• [COLLECTED DATA]
=======
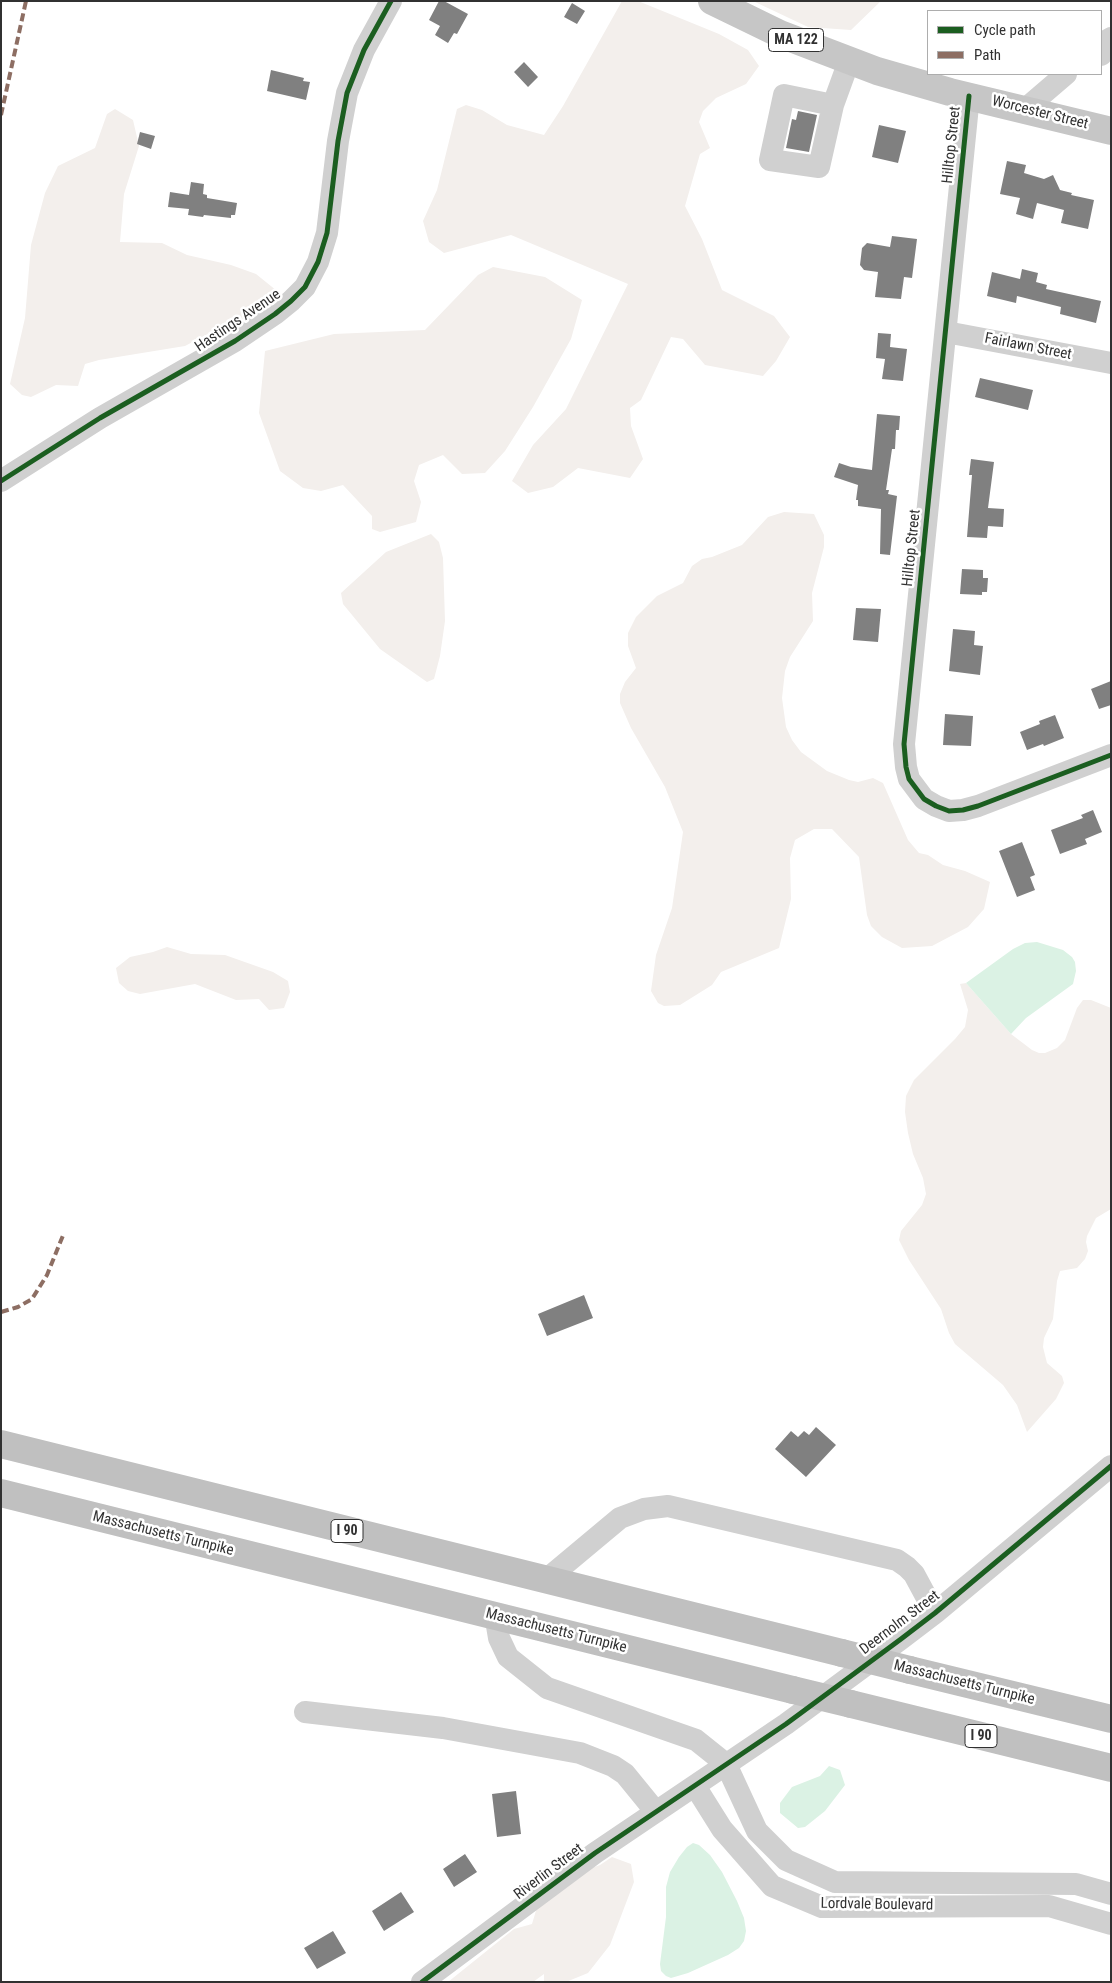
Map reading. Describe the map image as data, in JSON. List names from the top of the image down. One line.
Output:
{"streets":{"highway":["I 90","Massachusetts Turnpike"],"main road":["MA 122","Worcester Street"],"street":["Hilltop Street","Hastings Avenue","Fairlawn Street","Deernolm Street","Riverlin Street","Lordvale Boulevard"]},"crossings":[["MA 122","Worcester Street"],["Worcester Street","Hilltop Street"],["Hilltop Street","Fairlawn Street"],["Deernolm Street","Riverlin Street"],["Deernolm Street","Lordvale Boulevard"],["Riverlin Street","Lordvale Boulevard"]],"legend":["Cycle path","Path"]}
=======
• [WHAT TO PRODUCE]
Leave out the pictures and print every line of the data exactly.

• [OUTPUT OF THE TASK]
Map reading. Describe the map image as data, in JSON. List names from the top of the image down. One line.
Output:
{"streets":{"highway":["I 90","Massachusetts Turnpike"],"main road":["MA 122","Worcester Street"],"street":["Hilltop Street","Hastings Avenue","Fairlawn Street","Deernolm Street","Riverlin Street","Lordvale Boulevard"]},"crossings":[["MA 122","Worcester Street"],["Worcester Street","Hilltop Street"],["Hilltop Street","Fairlawn Street"],["Deernolm Street","Riverlin Street"],["Deernolm Street","Lordvale Boulevard"],["Riverlin Street","Lordvale Boulevard"]],"legend":["Cycle path","Path"]}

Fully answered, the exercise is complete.